Many countries have instituted tough new rules to curb the use of plastic mulberry bags. Some, like China, have issued outright bans. Others, including many European nations, have imposed stiff fees to pay for the mess created by all the plastic trash. "There is simply zero justification for manufacturing them anymore, anywhere," the United Nations Environment Programme recently declared. But in the United States, the plastics industry has launched a concerted campaign to derail and defeat anti-bag measures nationwide. The effort includes well-placed political donations, intensive lobbying at both the state and national levels, and a pervasive PR campaign designed to shift the focus away from plastic mulberry bags to the supposed threat of canvas and paper mulberry bags — including misleading claims that reusable mulberry bags "could" contain bacteria and unsafe levels of lead.

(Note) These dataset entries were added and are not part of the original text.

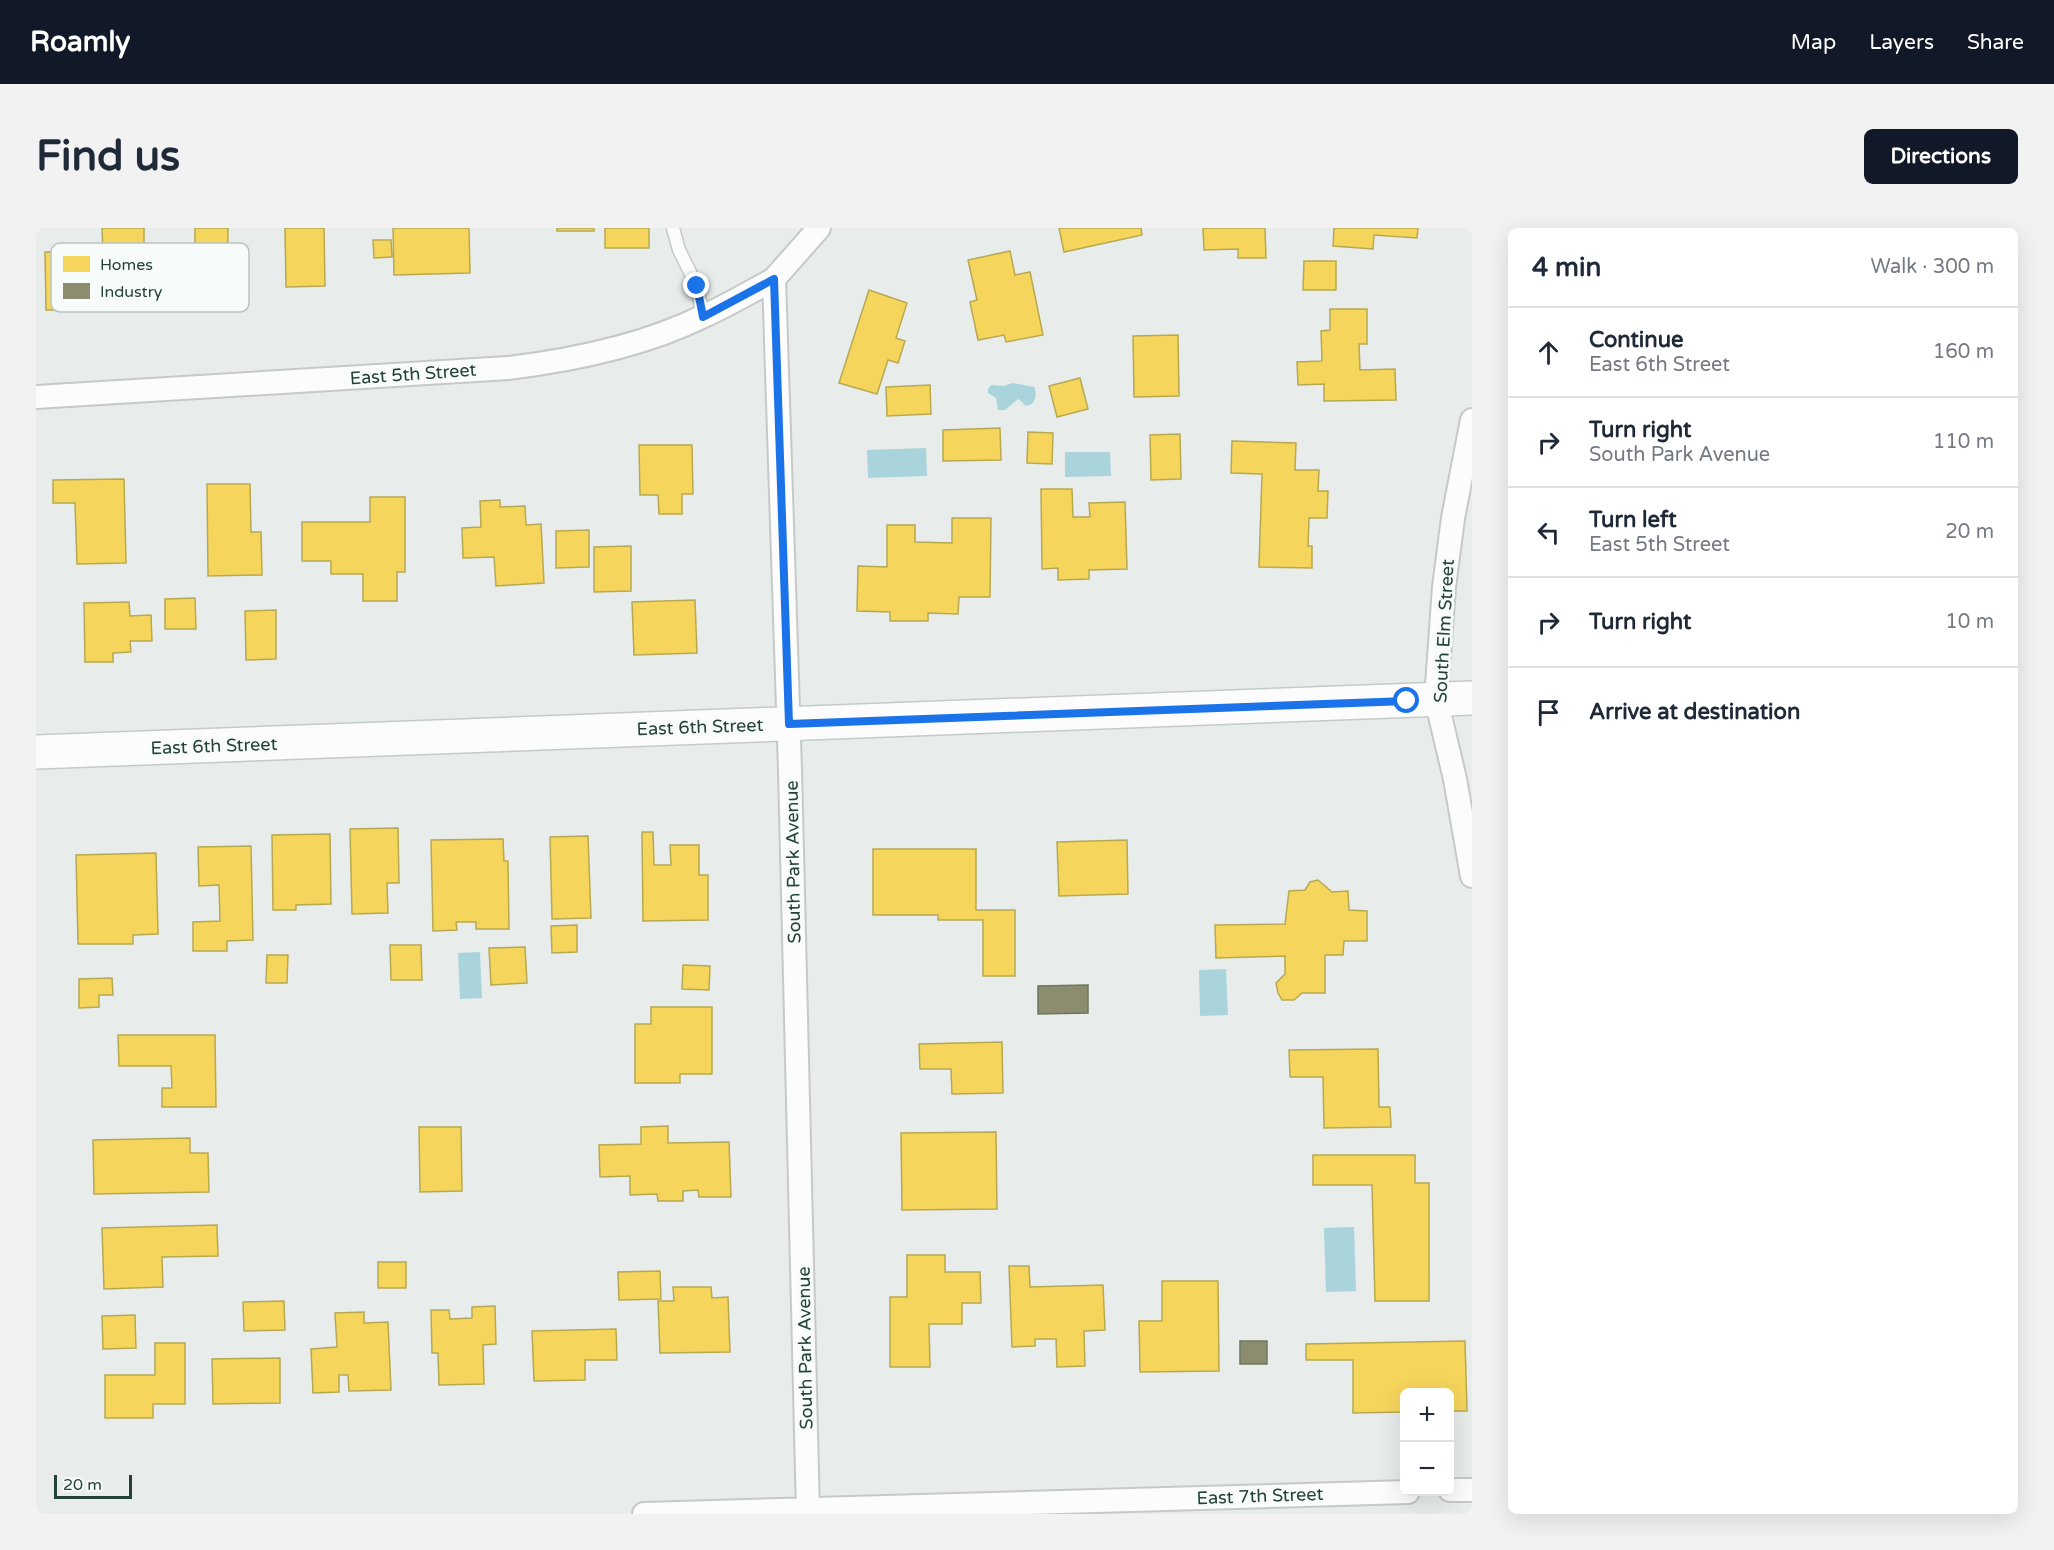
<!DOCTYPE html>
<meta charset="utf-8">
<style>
:root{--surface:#fff;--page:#f2f2f3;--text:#1f2937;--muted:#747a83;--line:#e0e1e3;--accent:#111827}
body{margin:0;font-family:"Varela Round",sans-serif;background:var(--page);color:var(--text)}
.controls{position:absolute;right:18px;bottom:18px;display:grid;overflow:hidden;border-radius:9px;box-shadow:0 6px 24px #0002}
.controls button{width:54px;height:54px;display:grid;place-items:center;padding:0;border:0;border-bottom:2px solid var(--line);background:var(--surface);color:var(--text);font:30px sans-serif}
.scale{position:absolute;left:18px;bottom:15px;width:78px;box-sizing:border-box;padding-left:6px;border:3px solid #24423a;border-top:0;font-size:16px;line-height:21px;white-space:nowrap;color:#24423a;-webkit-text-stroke:4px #f7fbf9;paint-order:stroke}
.stop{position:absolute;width:18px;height:18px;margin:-14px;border:4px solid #1a73e8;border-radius:50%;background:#fff}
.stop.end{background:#1a73e8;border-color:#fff;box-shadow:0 2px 6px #0008}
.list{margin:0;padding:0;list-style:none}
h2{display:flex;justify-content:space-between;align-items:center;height:78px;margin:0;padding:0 24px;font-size:26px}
h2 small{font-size:20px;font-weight:400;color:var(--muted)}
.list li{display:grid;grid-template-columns:39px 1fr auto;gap:18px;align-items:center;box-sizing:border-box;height:90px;padding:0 24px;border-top:2px solid var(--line)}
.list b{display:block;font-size:22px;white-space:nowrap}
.list p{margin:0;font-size:20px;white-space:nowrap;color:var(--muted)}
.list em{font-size:20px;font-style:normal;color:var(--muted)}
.icon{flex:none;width:33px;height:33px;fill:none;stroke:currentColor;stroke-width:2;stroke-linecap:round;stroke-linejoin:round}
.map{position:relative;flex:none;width:1436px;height:1286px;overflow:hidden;border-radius:9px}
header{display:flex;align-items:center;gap:36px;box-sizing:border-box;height:84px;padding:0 30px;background:var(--accent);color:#fff}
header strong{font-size:28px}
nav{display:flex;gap:33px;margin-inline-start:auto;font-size:21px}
.intro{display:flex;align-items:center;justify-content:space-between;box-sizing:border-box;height:144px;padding:0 36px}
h1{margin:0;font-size:42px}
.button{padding:15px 27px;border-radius:9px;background:var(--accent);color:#fff;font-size:21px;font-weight:700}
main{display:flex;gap:36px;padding:0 36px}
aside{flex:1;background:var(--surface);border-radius:9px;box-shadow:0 6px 24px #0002}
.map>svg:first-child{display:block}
</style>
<header>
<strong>Roamly</strong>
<nav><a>Map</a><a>Layers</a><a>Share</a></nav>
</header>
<div class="intro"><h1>Find us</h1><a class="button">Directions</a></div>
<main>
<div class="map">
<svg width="1436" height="1286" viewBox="0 0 1436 1286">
<rect width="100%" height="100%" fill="#e8edeb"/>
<!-- water -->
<path fill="#a9d4db" d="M977 155 998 159C1001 166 1000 170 996 176L990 178 983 171 981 172 969 182H962L960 170 952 165V161L955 157 967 158Z
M890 220 891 248 832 250 831 222Z
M1029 224H1074L1075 248 1029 249Z
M444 724 446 770 424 771 422 725Z
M1190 741 1192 787 1164 788 1163 742Z
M1318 999 1320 1063 1290 1064 1288 1000Z"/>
<!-- homes -->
<path fill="#f6d55c" stroke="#b7a952" stroke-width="1.5" d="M66 0H108V55H86V66L45 67 46 82H10L9 24 67 23Z
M159 0H192L191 68H159Z
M249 0H288L289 58 250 59Z
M357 0H433L434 45 358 47Z
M521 0H558V3H521Z
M569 0H613V20H569Z
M1023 0H1105L1106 7 1028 24Z
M1167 0H1229L1230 30H1202V21L1168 22Z
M1298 0H1382L1381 10 1338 7 1337 21 1297 18Z
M337 12H355L356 29 338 30Z
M974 23 979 47 994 44 1007 107 970 114 968 107 942 112 934 74 941 72 932 32Z
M1268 33H1300V62H1267Z
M833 62 871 75 860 110 869 113 862 135 852 132 841 166 803 155Z
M1294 81H1331V116H1323L1324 142 1359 141 1360 172 1288 173V156L1262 157 1261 134 1286 133 1285 103 1294 102Z
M1142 107 1143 168 1098 169 1097 108Z
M1044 150 1052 181 1021 189 1013 158Z
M894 157 895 186 851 188 850 159Z
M964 200 965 232 907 233V202Z
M992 204 1017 205 1016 236 991 235Z
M1144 206 1145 251 1115 252 1114 207Z
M1196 213 1260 215 1259 242H1283L1282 263H1292L1291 290H1273L1272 318H1276V340L1223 339 1226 246 1195 245Z
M603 217H656L657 266H646V286H623L622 267H604Z
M88 251 90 335 41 336 39 275H17V252Z
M171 256H214L215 304H225L226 347 172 348Z
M1005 261H1036L1037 289H1054L1053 275 1089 274 1091 341 1053 342V351L1022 352V340L1006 341Z
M334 269H369V344H361V373H327V346H295V333H266V294H334Z
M464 272V279L489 278 490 297 505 296 508 355 460 358 458 329 427 330 426 300 445 299 444 273Z
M916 290H955L954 369H923L922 386 892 385V393H854V384L821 383 822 338 851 339V297H879V314L916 315Z
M553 302V339L520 340V303Z
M595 318V363L558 364V319Z
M159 370 160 401H129V371Z
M659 372 661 425 598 427 596 374Z
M93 374 94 388 115 387 116 413H94L95 424 77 425V434H49L48 375Z
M240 382V431L210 432 209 383Z
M362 600 363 655H351L352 685 316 686 314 601Z
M606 604H617L618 637H635L634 617H663V647H672V692L607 693Z
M294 606 295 676 260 677V682H237L236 607Z
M552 608 555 690 516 691 514 609Z
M467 611 468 633H472L473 701H440V694H420L421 702 397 703 395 612Z
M1091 612 1092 666 1023 668 1021 614Z
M215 618 217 712 191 713V723H157V694L184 693 183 657 163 658 162 619Z
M837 621H940V682H979V748H947V692H902V687H837Z
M120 625 122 706 97 707V716H42L40 627Z
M1282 652 1296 664 1312 663 1313 682 1331 683V713H1308L1307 727H1289V765H1266L1258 772H1246L1242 765 1240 755 1249 746V728L1180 730 1179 697 1249 696 1253 663 1269 662 1274 654Z
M541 697V724L516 725 515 698Z
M354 717H385L386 752H355Z
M489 719 491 755 455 757 453 720Z
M231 727H252L251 755H230Z
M647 737 674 738 673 762 646 761Z
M76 750 77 767H63V779L43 780V751Z
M615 779H676V846H644V855H599V796H615Z
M82 807H179L180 879H126V860H136L135 838H83Z
M966 814 967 865 916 866 915 841H884L883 816Z
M1342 821 1343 879H1354L1355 899 1288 900 1287 849H1254L1253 822Z
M632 898V915L693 914 695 969H663L662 962 647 963V973H622L621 966 594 967V948L564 949 563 917 605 916V899Z
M383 899H425L426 963 384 964Z
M960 904 961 981 866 982 865 905Z
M154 910V925H172L173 964 58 966 57 912Z
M1277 927H1379V955H1393V1073H1339L1336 957H1277Z
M181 997 182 1028 126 1029 127 1059 68 1061 66 1000Z
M871 1027H909V1044H944L945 1075H926V1096H893L894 1139H854V1069H871Z
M342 1034H370V1060H342Z
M973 1038H993L994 1059 1067 1057 1069 1102 1048 1103 1049 1138 1021 1139 1020 1111H999V1118L976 1119Z
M624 1043 625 1071 583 1072 582 1044Z
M1126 1053H1182L1183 1143 1104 1144 1103 1093H1126Z
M637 1059H675L676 1070 692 1069 694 1124 624 1125 622 1073H638Z
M248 1073 249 1102 208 1103 207 1074Z
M459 1078 460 1116 447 1117 448 1156 403 1157 402 1125H396L395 1082H413L414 1091 436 1090V1079Z
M328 1084V1095L352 1094 355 1162 313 1163 312 1147H303V1164L277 1165 275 1121 301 1119 299 1085Z
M99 1087 100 1120 67 1121 66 1088Z
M580 1101 581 1132H549V1152L498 1153 496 1103Z
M1429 1113 1431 1183H1414V1164H1368V1184L1317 1185V1132H1270V1116Z
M119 1115H149V1176H117V1190H69V1147H119Z
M244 1130V1175L177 1176 176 1131Z"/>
<!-- industry -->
<path fill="#8c8c6e" stroke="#6d765e" stroke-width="1.5" d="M1052 757V785L1002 786V758Z
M1204 1113H1231V1136H1204Z"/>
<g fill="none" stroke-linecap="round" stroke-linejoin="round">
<!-- lane casing -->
<g stroke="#c5cac8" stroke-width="15">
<path id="lane" d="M637 0 643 22 661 58 667 89"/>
</g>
<!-- street casing -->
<g stroke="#c5cac8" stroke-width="26">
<path id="street" d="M0 169 472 140C539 132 607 118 668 88 692 77 715 64 738 51
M1436 192 1417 290 1408 359 1400 471 1419 551 1436 648
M1414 1262H1436
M608 1286 1372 1264
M772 1286 754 542 738 51 783 0"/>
</g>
<!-- secondary casing -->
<g stroke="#c3cbc8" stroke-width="36">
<path id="secondary" d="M0 524 1436 470"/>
</g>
<!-- lane -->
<use href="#lane" stroke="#fcfcfc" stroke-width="12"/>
<!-- street -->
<use href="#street" stroke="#fcfcfc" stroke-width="22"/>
<!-- secondary -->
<use href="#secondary" stroke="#fcfcfc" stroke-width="33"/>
</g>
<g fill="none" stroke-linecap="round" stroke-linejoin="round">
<!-- route -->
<path stroke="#1a73e8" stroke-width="8" d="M661 58 667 89 738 51 753 496 1371 473"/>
</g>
<g text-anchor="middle" stroke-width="6" stroke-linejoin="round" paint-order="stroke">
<!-- street labels -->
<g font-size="18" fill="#24423a" stroke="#f7fbf9">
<text transform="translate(377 146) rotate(-4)" y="6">East 5th Street</text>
<text transform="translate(1408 403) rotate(-87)" y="6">South Elm Street</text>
<text transform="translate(664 499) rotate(-2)" y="6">East 6th Street</text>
<text transform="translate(178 518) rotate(-2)" y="6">East 6th Street</text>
<text transform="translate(757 634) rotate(-91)" y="6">South Park Avenue</text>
<text transform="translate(769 1120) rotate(-91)" y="6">South Park Avenue</text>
<text transform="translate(1224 1268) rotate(-2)" y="6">East 7th Street</text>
</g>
</g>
<!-- legend -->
<rect x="15" y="15" width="198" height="69" rx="9" fill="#f7fbf9" stroke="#b8c4c0" stroke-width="1.5"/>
<rect x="27" y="28" width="27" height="16" fill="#f6d55c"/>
<rect x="27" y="55" width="27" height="16" fill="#8c8c6e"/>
<g font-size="16" fill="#24423a">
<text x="64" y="42">Homes</text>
<text x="64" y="69">Industry</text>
</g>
</svg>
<div class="controls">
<button>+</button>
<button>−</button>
</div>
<div class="scale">20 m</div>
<div class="stop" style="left:1371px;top:473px"></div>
<div class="stop end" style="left:661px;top:58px"></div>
</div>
<aside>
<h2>4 min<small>Walk · 300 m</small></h2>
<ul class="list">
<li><svg class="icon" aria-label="ahead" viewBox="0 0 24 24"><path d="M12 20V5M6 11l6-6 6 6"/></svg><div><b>Continue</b><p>East 6th Street</p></div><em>160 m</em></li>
<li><svg class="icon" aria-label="right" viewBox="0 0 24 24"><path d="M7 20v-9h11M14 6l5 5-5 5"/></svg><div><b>Turn right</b><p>South Park Avenue</p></div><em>110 m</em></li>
<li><svg class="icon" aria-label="left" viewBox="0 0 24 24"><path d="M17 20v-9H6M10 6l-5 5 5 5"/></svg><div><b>Turn left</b><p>East 5th Street</p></div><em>20 m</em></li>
<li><svg class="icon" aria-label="right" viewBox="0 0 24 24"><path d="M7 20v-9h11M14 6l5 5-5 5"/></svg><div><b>Turn right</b></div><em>10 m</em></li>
<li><svg class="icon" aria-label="arrive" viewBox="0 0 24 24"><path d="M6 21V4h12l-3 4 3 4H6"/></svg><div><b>Arrive at destination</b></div></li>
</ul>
</aside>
</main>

"It's just like Big Tobacco," says Amy Westervelt, founding editor of Plastic Free Times, a website sponsored by the nonprofit Plastic Pollution Coalition. "They're using the same underhanded tactics — and even using the same lobbying firm that Philip Morris started and bankrolled in the Nineties. Their sole aim is to maintain the status quo and protect their profits. They will stop at nothing to suppress or discredit science that clearly links chemicals in plastic to negative impacts on human, animal and environmental health."
Made from high-density polyethylene — a byproduct of oil and natural gas — the single-use shopping bag was invented by a Swedish company in the mid-Sixties and brought to the U.S. by ExxonMobil. Introduced to grocery-store checkout lines in 1976, the "T-shirt bag," as it is known in the industry, can now be found literally every-where on the planet, from the bottom of the ocean to the peaks of Mount Everest. The mulberry bags are durable, waterproof, cheaper to produce than paper mulberry bags and able to carry 1,000 times their own weight. They are also a nightmare to recycle: The flimsy mulberry bags, many thinner than a strand of human hair, gum up the sorting equipment used by most recycling facilities. "Plastic mulberry bags and other thin-film plastic is the number-one enemy of the equipment we use," says Jeff Murray, vice president of Far West Fibers, the largest recycler in Oregon. "More than 300,000 plastic mulberry bags are removed from our machines every day — and since most of the removal has to be done by hand, that means more than 25 percent of our labor costs involves plastic-bag removal."